LeetCode Problem
### Description
Given an integer array nums, rotate the array to the right by k steps, where k is non-negative.
### Example 1:
Input: nums = [1,2,3,4,5,6,7], k = 3
Output: [5,6,7,1,2,3,4]
Explanation:
rotate 1 steps to the right: [7,1,2,3,4,5,6]
rotate 2 steps to the right: [6,7,1,2,3,4,5]
rotate 3 steps to the right: [5,6,7,1,2,3,4]
### Example 2:
Input: nums = [-1,-100,3,99], k = 2
Output: [3,99,-1,-100]
Explanation:
rotate 1 steps to the right: [99,-1,-100,3]
rotate 2 steps to the right: [3,99,-1,-100]Problem Summary:
This problem is asking you to shift (or rotate) the array’s elements to the right k times. Elements at the end of the array need to move to the starting place. The modification has to be done in-place and not return a new array.
First Approach:
I originally thought this problem was going to be very trivial. I didn’t yet see a crucial aspect of the problem: I didn’t know that k could be greater than the length of the array.
- Take the back
klong segment of the array - Remove the last
kelements - Put the previously removed segment of the array at the beginning of the original array
/**
* @param {number[]} nums
* @param {number} k
* @return {void} Do not return anything, modify nums in-place instead.
*/
var rotate = function (nums, k) {
let poppedElements = nums.slice(-k);
nums.splice(-k, k);
nums.unshift(...poppedElements);
};This solution did not pass the test cases because it cannot handle k being greater than the array’s length. This solution is pretty simple. I am effectively grabbing the end chunk of the array, which is the last k elements. Then, because in JavaScript .slice() does not modify the array and instead returns a copy, we need to remove those last k elements from the original array to satisfy the in-place modifications. Then I use .unshift() to stich the removed chunk of the array on to the front/beginning of the original array, modifying in-place. This solution is straightforward and intuitive approach. However, it is not a valid solution, so I must try another.
Second Approach
There is an even simpler approach that I decided to not try originally. However, after the shortcomings of approach 1, I decided to give it a go.

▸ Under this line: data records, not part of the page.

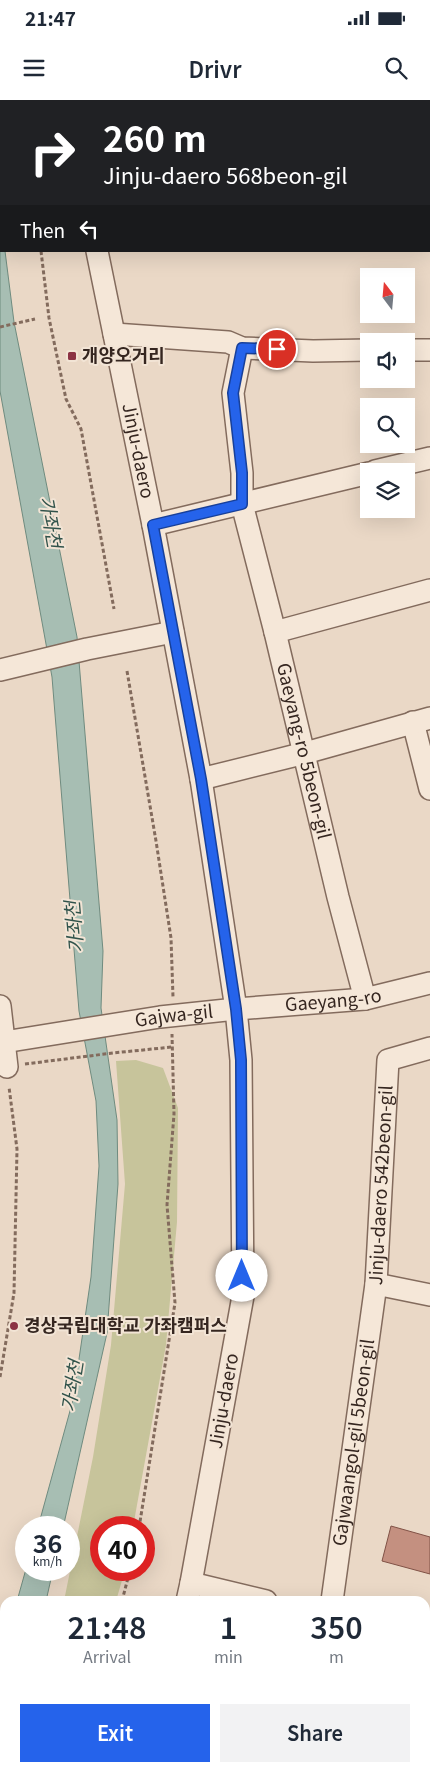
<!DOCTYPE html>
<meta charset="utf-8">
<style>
body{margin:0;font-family:Georgia,"Noto Sans KR",serif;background:#f2f2f3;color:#1f2937;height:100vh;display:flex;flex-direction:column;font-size:19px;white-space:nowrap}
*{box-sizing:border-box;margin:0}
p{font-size:16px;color:#747a83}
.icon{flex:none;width:28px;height:28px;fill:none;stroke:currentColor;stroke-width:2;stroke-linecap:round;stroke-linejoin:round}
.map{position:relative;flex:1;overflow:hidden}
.panel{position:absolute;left:0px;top:1496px;width:430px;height:176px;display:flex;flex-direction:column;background:#fff;border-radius:15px 15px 0 0;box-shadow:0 5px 20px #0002}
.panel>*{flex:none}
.guide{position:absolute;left:0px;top:0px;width:430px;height:152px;box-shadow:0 5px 20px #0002;background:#202124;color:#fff;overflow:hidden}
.needle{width:32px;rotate:344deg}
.controls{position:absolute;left:360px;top:168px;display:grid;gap:10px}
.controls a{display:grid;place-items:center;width:55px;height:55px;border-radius:0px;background:#fff;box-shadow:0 5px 20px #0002;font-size:25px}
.speed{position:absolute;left:15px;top:1416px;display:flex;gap:10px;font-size:25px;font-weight:700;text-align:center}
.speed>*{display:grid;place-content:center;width:65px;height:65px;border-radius:50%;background:#fff;box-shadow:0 5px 20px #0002;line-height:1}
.speed small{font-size:12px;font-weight:400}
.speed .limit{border:8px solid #d22;background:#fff;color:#111}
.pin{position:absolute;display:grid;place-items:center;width:42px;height:42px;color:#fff;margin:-21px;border:2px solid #fff;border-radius:50%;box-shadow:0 1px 5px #0007}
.me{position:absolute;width:55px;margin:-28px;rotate:0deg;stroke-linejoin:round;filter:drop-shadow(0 0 4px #0008)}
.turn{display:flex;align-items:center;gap:18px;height:105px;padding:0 20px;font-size:22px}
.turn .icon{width:65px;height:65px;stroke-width:2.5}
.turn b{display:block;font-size:35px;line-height:42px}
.then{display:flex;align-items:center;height:48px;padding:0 20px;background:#0003;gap:10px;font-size:19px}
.eta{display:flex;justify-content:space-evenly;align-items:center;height:85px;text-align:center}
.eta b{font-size:30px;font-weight:600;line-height:35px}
.button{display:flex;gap:10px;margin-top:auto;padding:10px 20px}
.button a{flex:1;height:58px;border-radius:0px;background:#2563eb;color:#fff;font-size:20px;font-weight:600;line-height:58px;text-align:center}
.button a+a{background:#f2f2f3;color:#1f2937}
.status{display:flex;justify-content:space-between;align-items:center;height:35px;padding:0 25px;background:#fff;direction:ltr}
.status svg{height:14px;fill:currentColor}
header{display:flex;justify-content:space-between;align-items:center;height:65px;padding:0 20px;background:#fff;font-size:22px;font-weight:600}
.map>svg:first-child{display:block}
</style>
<div class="status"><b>21:47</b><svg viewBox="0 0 49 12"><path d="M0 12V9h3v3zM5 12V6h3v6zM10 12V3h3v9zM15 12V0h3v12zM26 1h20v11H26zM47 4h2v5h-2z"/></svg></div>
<header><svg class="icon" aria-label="menu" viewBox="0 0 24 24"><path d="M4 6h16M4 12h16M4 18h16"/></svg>Drivr<svg class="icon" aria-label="search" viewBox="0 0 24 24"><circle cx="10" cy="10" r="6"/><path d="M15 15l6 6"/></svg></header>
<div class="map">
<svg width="430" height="1672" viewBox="0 0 430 1672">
<rect width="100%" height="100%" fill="#ead8c6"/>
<g fill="#c7c49b">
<path d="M144,0H430V45H429V1H144Z"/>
<path d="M136,960L163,968L178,1008L177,1122L166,1245L133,1427L101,1428V1470H125L116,1501H64L93,1357L111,1245L125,1084L116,961Z"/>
<path d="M29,1668H70L68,1672H28Z"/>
</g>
<g fill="#a7beb3" stroke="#6f8b7f">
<path d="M0,123L1,151H5L14,222L77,537L103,851L101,908L117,1020L118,1084L107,1233L63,1428L38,1427L73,1300L91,1177L99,1066L96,1001L79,911L52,577L0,291Z"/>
<path d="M26,1469L53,1470L46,1501H17Z"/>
<path d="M5,1554V1668H8L6,1672H0V1577Z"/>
</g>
<path fill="#c49080" stroke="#805246" d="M391,1426L430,1437V1474L382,1461Z"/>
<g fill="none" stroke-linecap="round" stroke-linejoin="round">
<g stroke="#836b5d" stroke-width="24">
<g id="minor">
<path d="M61,0L62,1"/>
<path id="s1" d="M97,151L153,425L201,679L236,909L241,960L243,1196L191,1483L187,1501"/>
<path d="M114,234L228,242L242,248L313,251L369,250"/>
<path id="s2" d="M242,248L233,293L242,373V404L275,532L338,797L365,899"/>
<path d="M406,250H430"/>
<path d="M375,371L430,358"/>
<path d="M153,425L369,373"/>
<path d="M275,532L430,490"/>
<path d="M0,570L87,549L173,532"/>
<path d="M413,622L430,689"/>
<path d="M201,679L305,653L430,618"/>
<path d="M0,906L7,967"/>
<path id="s3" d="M4,942L160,917L236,909L365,899L430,883"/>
<path d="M376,1184L430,1195"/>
<path d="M191,1483L266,1501"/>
<path id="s4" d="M332,1501L376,1184L388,960L430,948"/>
<path d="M425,1543L430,1544"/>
<path d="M143,1672L144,1668"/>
<path d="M291,1672L292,1668"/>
<path d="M382,1672L383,1668"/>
</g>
</g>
<g stroke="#513a31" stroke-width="30">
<path id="highway" d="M79,1V0"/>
</g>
<g stroke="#836b5d" stroke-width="3" stroke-dasharray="4 2.5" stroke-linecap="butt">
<path d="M11,0V1"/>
<path d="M41,151L49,218L66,299L81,329L114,509"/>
<path d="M0,227L35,219"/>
<path d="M127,571L156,741L171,838L173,897"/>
<path d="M25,964L113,953L172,947"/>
<path d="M0,1277L14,1193L17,1049L9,987"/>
<path d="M139,1428L175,1203L167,1105L174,1014L172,934"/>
<path d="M122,1501L130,1470"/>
<path d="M75,1672L76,1668"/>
</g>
<use href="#minor" stroke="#f5e7d8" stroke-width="21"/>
<use href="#highway" stroke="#d08a5f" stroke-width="28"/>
</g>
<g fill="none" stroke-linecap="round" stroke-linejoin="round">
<g stroke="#184099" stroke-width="12">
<path id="route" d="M242,1176L241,960L236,909L201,679L153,425L242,404V373L233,293L242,248L277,249"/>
</g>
<use href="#route" stroke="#2563eb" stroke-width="9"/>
</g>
<g fill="#8c3344" stroke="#f2e4d5" stroke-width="2">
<rect x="67" y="251" width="10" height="10" rx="2.5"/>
<circle cx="14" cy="1226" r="5"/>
</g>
<g text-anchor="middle" stroke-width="4" stroke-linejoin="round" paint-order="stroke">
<g font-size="18" font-weight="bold" fill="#352620" stroke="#f2e4d5" text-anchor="start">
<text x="82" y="262">개양오거리</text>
<text x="24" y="1232">경상국립대학교 가좌캠퍼스</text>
</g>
<g font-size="18" fill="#352620" stroke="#f2e4d5">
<text dy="6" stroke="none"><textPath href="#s1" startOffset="204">Jinju-daero</textPath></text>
<text dy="6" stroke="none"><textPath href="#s2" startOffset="412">Gaeyang-ro 5beon-gil</textPath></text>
<text dy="6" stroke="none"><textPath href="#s3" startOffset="332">Gaeyang-ro</textPath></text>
<text dy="6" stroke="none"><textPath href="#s3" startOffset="172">Gajwa-gil</textPath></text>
<text dy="6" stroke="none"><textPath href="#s4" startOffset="419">Jinju-daero 542beon-gil</textPath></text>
<text transform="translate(224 1301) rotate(-80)" y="6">Jinju-daero</text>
<text dy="6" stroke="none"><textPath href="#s4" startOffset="160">Gajwaangol-gil 5beon-gil</textPath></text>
</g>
<g font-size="19" font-style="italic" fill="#31534b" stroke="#f2e4d5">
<text transform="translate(51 422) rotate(80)" y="7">가좌천</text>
<text transform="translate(74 827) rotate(-95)" y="7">가좌천</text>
<text transform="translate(72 1286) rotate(-81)" y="7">가좌천</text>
</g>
</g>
</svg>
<div class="controls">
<a><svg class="needle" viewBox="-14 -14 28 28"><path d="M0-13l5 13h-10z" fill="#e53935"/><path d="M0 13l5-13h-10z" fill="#747a83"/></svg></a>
<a><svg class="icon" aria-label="sound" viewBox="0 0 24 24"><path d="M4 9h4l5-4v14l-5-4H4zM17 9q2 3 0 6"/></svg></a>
<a><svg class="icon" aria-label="search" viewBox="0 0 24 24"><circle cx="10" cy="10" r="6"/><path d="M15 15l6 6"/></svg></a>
<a><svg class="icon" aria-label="layers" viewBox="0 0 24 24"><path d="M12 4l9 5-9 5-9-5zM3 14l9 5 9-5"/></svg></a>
</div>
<div class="speed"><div>36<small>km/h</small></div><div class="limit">40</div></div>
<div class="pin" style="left:277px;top:249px;background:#d93025"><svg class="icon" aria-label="arrive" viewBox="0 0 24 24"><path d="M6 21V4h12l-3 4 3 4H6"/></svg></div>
<svg class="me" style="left:242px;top:1176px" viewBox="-20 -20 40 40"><circle r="19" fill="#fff"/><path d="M0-13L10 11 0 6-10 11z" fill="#2563eb"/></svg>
<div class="guide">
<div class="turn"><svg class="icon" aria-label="right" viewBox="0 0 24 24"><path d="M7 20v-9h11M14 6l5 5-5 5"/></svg><div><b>260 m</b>Jinju-daero 568beon-gil</div></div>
<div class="then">Then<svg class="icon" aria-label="left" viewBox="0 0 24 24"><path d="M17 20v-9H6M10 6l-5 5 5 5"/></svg></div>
</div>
<section class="panel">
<div class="eta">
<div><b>21:48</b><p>Arrival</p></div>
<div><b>1</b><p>min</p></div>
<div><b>350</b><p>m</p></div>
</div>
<div class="button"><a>Exit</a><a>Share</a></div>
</section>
</div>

The problem is really quite simple and this approach might be the most intuitive (and naive) approach. The problem is asking you to shift/rotate/cycle the array one element to the right k times and this approach is spelling that out.
-
Working backwards, looping `k` times
- remove and store last element of the array
- insert that last element onto the beginning of the array
/**
* @param {number[]} nums
* @param {number} k
* @return {void} Do not return anything, modify nums in-place instead.
*/
var rotate = function (nums, k) {
for (i = k; i > 0; i--) {
element = nums.pop();
nums.unshift(element);
}
};This approach will work functionally. However, it is inefficient, and does not pass the test cases due to timeout with large arrays and where k is very large. The reason why it is so inefficient is because the array is having to be unshifted k times. .unshift() is slow because it is reverse iterating through the array and modifying as it goes. Therefore, this approach is O(n^2) complexity which becomes quite slow when using large data and numbers. The naive approach fails due to time.
Final Approach:
My final (for now) solution is hacky and is admittedly not a good solution. If you can recall, my solution 1 failed because k can be greater than the arrays length. Solution 1 solves the problem very efficiently if this weren’t an issue. And I noticed something: the test cases that are large in size do not have a k value greater than their length. Therefore my efficient solution that I originally went for COULD work to solve the large test cases quickly.
-
If the excess `k` issue is NOT an issue
- Take the back `k` long segment of the array
- Remove the last `k` elements
- Put the previously removed segment of the array at the beginning of the original array
-
If the excess `k` issue IS an issue: Working backwards, looping `k` times
- remove and store last element of the array
- insert that last element onto the beginning of the array
/**
* @param {number[]} nums
* @param {number} k
* @return {void} Do not return anything, modify nums in-place instead.
*/
var rotate = function (nums, k) {
if (k < nums.length && k !== 0 && nums.length > 1) {
let poppedElements = nums.slice(-k);
nums.splice(-k, k);
nums.unshift(...poppedElements);
return;
}
for (i = k; i > 0; i--) {
element = nums.pop();
nums.unshift(element);
}
};This solution combines the efficient approach 1, which works well if k is not greater than the array length, with approach 2 that works inefficiently but can handle the overflowed k issue. Combining the two covers each of their points of failure and passes all the LeetCode test cases. But, this solution is hacky and only works because LeetCode does not have a large, time-sensitive, test case with the overflow k. I decided to stop here for now and keep this solution that passes the test cases and I intend to come back to this problem again in the future.
Conclusion and Learning:
This is my first LeetCode problem in quite a while, and I relearned the importance of thinking about edge cases and questioning what test cases would cause your solution to fail.
While I often use .pop(), I became more familiar with some of JavaScript’s other array methods like .slice(), .splice(), and .unshift().